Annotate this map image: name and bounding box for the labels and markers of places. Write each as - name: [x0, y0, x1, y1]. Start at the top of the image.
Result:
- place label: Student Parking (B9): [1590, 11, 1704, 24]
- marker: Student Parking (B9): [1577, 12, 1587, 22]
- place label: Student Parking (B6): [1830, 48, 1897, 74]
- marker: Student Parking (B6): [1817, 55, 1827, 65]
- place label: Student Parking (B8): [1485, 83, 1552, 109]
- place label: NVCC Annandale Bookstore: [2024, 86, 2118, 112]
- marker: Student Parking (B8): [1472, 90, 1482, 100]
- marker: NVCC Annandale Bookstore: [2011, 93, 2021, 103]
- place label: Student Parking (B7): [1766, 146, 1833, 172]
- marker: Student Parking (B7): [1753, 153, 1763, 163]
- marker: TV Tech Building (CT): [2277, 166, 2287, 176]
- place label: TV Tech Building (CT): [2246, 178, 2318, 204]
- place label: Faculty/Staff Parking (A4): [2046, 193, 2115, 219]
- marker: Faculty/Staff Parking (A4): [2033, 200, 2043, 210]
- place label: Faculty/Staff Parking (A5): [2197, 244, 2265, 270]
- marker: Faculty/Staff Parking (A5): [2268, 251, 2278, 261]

Work request: Give back the whole listing exactly as it reads.

Your response:
Annotate this map image: name and bounding box for the labels and markers of places. Write each as - name: [x0, y0, x1, y1]. Start at the top of the image.
Result:
- place label: Student Parking (B9): [1590, 11, 1704, 24]
- marker: Student Parking (B9): [1577, 12, 1587, 22]
- place label: Student Parking (B6): [1830, 48, 1897, 74]
- marker: Student Parking (B6): [1817, 55, 1827, 65]
- place label: Student Parking (B8): [1485, 83, 1552, 109]
- place label: NVCC Annandale Bookstore: [2024, 86, 2118, 112]
- marker: Student Parking (B8): [1472, 90, 1482, 100]
- marker: NVCC Annandale Bookstore: [2011, 93, 2021, 103]
- place label: Student Parking (B7): [1766, 146, 1833, 172]
- marker: Student Parking (B7): [1753, 153, 1763, 163]
- marker: TV Tech Building (CT): [2277, 166, 2287, 176]
- place label: TV Tech Building (CT): [2246, 178, 2318, 204]
- place label: Faculty/Staff Parking (A4): [2046, 193, 2115, 219]
- marker: Faculty/Staff Parking (A4): [2033, 200, 2043, 210]
- place label: Faculty/Staff Parking (A5): [2197, 244, 2265, 270]
- marker: Faculty/Staff Parking (A5): [2268, 251, 2278, 261]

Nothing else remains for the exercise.